======== DATA FOR PROCESSING ========

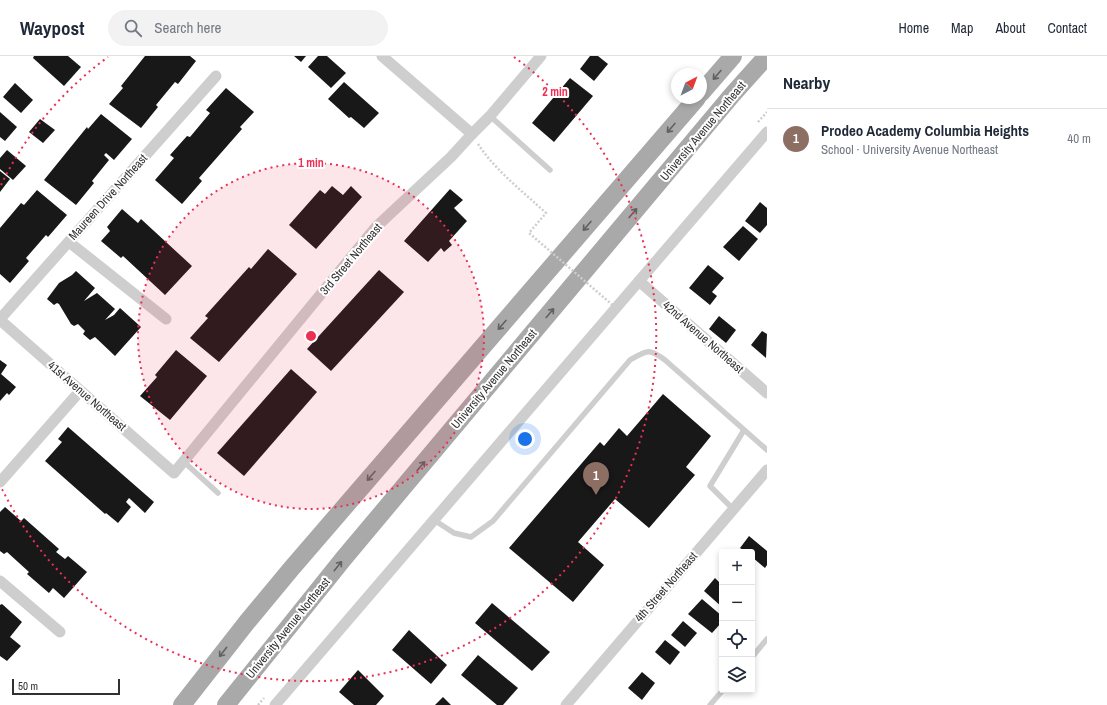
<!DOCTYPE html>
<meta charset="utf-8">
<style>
:root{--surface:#fff;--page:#f2f2f3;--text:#1f2937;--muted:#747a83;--line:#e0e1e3;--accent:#ed2f54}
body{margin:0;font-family:"Archivo Narrow",sans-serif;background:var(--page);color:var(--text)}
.controls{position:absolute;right:12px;bottom:12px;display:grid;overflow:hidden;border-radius:4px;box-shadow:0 2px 6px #0003}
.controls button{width:36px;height:36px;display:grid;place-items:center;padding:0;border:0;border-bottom:1px solid var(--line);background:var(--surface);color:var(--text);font:20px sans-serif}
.compass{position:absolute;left:671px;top:12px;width:36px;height:36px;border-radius:50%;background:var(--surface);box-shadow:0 2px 6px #0003;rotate:41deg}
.scale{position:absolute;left:12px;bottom:10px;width:108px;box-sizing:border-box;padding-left:4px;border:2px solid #313131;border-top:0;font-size:11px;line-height:14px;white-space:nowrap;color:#313131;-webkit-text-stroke:3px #fff;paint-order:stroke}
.you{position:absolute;left:525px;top:383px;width:14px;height:14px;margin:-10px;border:3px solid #fff;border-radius:50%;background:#1a73e8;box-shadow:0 0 0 6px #1a73e833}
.badge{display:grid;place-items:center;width:26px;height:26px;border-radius:50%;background:var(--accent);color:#fff;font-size:13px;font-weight:700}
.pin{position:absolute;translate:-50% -33px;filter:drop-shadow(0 1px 2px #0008)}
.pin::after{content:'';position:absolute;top:21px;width:14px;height:12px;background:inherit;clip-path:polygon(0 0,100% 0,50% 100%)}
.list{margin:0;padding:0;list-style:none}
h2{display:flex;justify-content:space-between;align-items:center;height:52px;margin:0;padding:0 16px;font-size:17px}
h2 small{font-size:13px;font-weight:400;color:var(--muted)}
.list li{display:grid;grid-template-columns:26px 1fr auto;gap:12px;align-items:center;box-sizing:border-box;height:60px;padding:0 16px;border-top:1px solid var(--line)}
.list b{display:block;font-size:15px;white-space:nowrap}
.list p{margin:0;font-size:13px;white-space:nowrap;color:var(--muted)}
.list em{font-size:13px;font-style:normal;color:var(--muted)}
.icon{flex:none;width:22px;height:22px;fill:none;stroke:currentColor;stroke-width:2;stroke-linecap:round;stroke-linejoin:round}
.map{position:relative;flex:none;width:767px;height:649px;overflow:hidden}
header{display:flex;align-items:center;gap:24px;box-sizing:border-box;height:56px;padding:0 20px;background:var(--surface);border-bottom:1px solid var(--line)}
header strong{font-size:19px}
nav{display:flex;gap:22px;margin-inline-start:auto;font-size:14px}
.search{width:280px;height:36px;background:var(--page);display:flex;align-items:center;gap:10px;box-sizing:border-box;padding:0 14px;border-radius:22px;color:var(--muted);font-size:15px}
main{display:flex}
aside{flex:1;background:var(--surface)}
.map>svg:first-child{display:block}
</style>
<header>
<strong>Waypost</strong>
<div class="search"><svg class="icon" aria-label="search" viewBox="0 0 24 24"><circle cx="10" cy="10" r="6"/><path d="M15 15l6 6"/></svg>Search here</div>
<nav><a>Home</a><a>Map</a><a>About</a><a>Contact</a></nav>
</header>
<main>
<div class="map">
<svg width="767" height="649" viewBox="0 0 767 649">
<rect width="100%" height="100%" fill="#fff"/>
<g fill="#181818">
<path d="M34,0h34l13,11 -17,19 -31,-28z"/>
<path d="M145,0h45l6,5 -18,23 -3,-2 -19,23 2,2 -17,21 -32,-24 14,-16 -2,-2z"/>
<path d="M294,0h12l-5,6z"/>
<path d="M318,0h9l19,17 -15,15 -23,-21z"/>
<path d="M590,0h8l10,8 -14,17 -14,-12z"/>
<path d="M570,22l23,18 -39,46 -22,-19z"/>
<path d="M344,26l35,31 -15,15 -13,-11 -2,1 -21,-19z"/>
<path d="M15,27l18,17 -12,13 -18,-16z"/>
<path d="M226,32l28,24 -14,15 2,2 -43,49 3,3 -20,23 -27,-24 19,-22 -4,-3 17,-19 3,1 20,-24 -4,-3z"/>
<path d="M0,56l17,15 -12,14 -5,-4z"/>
<path d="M101,58l31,25 -18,21 -8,-7 -2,2 5,5 -17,21 2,2 -18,22 -32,-25 43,-53 1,2z"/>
<path d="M40,63l15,11 -12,13 -14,-11z"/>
<path d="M7,94l19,16 -13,14 -13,-11v-11z"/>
<path d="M0,115l10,8 -10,13z"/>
<path d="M332,130l11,9 8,-9 11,11 -46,52 -27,-24 31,-35 5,4z"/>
<path d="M450,133l13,11 -9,8 13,13 -18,20 3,4 -8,7 -3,-4 -13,14 -24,-21z"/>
<path d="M37,134l30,25 -19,22 -2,-2 -20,23 3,3 -19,22 -10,-9v-46l21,-25 3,2z"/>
<path d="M760,146l7,6v17l-7,8 -15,-12z"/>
<path d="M122,153l16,14 3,-4 51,47 -27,29 -42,-39 -2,2 -20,-17 9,-10 -3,-4z"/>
<path d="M743,170l15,13 -19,22 -16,-14z"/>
<path d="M268,193l29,25 -78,88 -29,-24 18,-20 -3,-2 44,-49 2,2z"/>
<path d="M708,209l16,13 -12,14 5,4 -7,9 -21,-17z"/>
<path d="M379,214l25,22 -73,79 -24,-22z"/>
<path d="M76,215l19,17 -11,13 13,-8 18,16 -10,11 9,-5 6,-7 21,19 -26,29 -20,-19 -5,3 -7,-6 2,-3 -7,-7 -4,2 -3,-2 -12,-20 -2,-1 -3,2 -7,-6 12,-16 13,-8z"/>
<path d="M719,260l17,14 -10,13 -17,-14z"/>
<path d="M762,275l5,3 -1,24 -15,-13z"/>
<path d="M176,294l31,26 -37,44 -30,-24 17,-19 -2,-2z"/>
<path d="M0,304l7,5 -6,9 15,13 -7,8 -2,-2 -7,8z"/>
<path d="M291,313l26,23 -73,84 -27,-23z"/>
<path d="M663,338l48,42 -25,31 9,8 -46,53 -34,-29 -37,43 26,23 -31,37 -64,-54 91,-106 4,4 15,-18 8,8z"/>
<path d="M68,371l86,75 -9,11 -16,-15 -3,4 5,5 -13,16 -12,-10 -1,1 -60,-53 17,-19 -4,-3z"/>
<path d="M5,451l16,14 3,-3 35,31 -3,3 9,7 3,-3 19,16 -23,26 -11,-10 -4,5 -22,-19 2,-2 -22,-20 -3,2 -4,-3v-39z"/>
<path d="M749,480l18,15v14l-2,3 -13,-11v-5h-6l-6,-4z"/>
<path d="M715,522l7,7v22l-18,-16z"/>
<path d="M702,543l20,17v6l-10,11 -24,-19z"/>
<path d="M492,547l58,49 -18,19 -57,-48z"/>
<path d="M2,548l20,18 -12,15 11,9 -14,15 -7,-5v-51z"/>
<path d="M683,565l14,12 -12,14 -14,-12z"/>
<path d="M409,574l38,35 -16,19 -39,-34z"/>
<path d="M665,584l15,12 -10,13 -15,-13z"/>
<path d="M478,599l40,33 -15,17h-6l-36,-30z"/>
<path d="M358,614l26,26 -8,9h-22l-15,-13z"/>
<path d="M642,616l13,11 -13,17 -14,-12z"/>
<path d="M443,641l8,8h-16z"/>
</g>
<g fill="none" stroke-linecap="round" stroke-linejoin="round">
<g stroke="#cecece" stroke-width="2.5" stroke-dasharray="2 2" stroke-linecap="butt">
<path d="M758,66l9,-10"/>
<path d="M478,88c15,23 37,41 58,60"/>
<path d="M258,649l6,-7"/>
</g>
<g stroke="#cecece" stroke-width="5.5">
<path d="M490,60l60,54"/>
<path d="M183,405l35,32"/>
<path d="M733,453l-23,-23 34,-56"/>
<path d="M434,464l20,13 17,4 22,-16 137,-161c17,-10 19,-12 35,0l102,90"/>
<path d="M752,601l15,-18"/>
<path d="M710,649l13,-15"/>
</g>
<g stroke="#cecece" stroke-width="11">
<path d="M382,0l90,78"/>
<path d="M69,186l97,77"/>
<path d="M639,225l128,112"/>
<path d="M0,263l216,-243"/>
<path d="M0,264l174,153 202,-246 75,-70 21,-23 18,-18 51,-60"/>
<path d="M0,426l80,-91"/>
<path d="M0,525l60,51"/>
<path d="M275,649l492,-573"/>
<path d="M566,649l201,-235"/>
</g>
<g stroke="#a9a9a9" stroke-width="18">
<path d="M701,37l32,-37"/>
<path d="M182,649l65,-83 44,-53 406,-471"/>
<path d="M226,649l118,-147 388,-463 35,-39"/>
</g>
<path stroke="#cecece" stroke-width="2.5" stroke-dasharray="2 2" stroke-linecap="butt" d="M536,148l10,9 -17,20 87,75"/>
</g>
<defs><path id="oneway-shaft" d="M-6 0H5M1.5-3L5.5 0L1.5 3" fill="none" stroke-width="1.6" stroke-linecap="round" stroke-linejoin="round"/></defs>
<g stroke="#616161">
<use href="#oneway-shaft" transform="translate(717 19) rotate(131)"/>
<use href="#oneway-shaft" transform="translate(671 72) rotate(131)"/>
<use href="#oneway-shaft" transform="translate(633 157) rotate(-50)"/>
<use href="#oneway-shaft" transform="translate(587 170) rotate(131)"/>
<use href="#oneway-shaft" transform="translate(550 257) rotate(-50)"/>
<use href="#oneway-shaft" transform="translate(502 269) rotate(131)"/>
<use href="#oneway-shaft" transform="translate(421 410) rotate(-50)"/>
<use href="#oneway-shaft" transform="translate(371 420) rotate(131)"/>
<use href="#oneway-shaft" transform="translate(338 510) rotate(-51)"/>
<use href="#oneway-shaft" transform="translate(223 596) rotate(128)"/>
</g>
<circle cx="311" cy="280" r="173" fill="#ed2f54" fill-opacity=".12"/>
<g fill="none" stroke="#ed2f54" stroke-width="2" stroke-dasharray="2 4">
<circle cx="311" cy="280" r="173"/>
<path d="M1 129A345 345 0 0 1 108 1M514 1A345 345 0 1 1 1 431"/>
</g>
<g text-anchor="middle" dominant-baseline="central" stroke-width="4" stroke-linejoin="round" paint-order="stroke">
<g font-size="12" fill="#313131" stroke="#fff">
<text transform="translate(703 75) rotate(-50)">University Avenue Northeast</text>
<text transform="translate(108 141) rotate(-48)">Maureen Drive Northeast</text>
<text transform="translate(351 203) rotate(-50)">3rd Street Northeast</text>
<text transform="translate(703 281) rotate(41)">42nd Avenue Northeast</text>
<text transform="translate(494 323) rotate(-50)">University Avenue Northeast</text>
<text transform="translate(87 340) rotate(41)">41st Avenue Northeast</text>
<text transform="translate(666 531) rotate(-49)">4th Street Northeast</text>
<text transform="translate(288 572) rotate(-51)">University Avenue Northeast</text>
</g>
</g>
<circle cx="311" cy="280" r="6" fill="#ed2f54" stroke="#fff" stroke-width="2"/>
<g font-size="12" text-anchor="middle" font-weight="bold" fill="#ed2f54" stroke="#fff" stroke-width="4" stroke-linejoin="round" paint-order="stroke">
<text x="555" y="40">2 min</text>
<text x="311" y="111">1 min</text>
</g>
</svg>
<div class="controls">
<button>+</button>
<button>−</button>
<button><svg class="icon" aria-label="locate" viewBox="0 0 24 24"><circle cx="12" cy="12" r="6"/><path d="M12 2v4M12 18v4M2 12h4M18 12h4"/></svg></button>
<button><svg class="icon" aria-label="layers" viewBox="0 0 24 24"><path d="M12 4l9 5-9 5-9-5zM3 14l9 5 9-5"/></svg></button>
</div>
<svg class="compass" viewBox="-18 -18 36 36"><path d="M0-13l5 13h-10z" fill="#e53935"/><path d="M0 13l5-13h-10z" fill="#747a83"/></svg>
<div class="scale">50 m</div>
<div class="you"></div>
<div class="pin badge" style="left:596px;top:439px;background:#8d6e63">1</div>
</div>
<aside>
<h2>Nearby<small></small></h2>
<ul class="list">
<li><span class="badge" style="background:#8d6e63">1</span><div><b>Prodeo Academy Columbia Heights</b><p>School · University Avenue Northeast</p></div><em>40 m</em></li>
</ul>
</aside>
</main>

========

TASK BRIEF
Work out how many lines in the records above hold the string "shadow", then give only that count.

RESPONSE AREA
4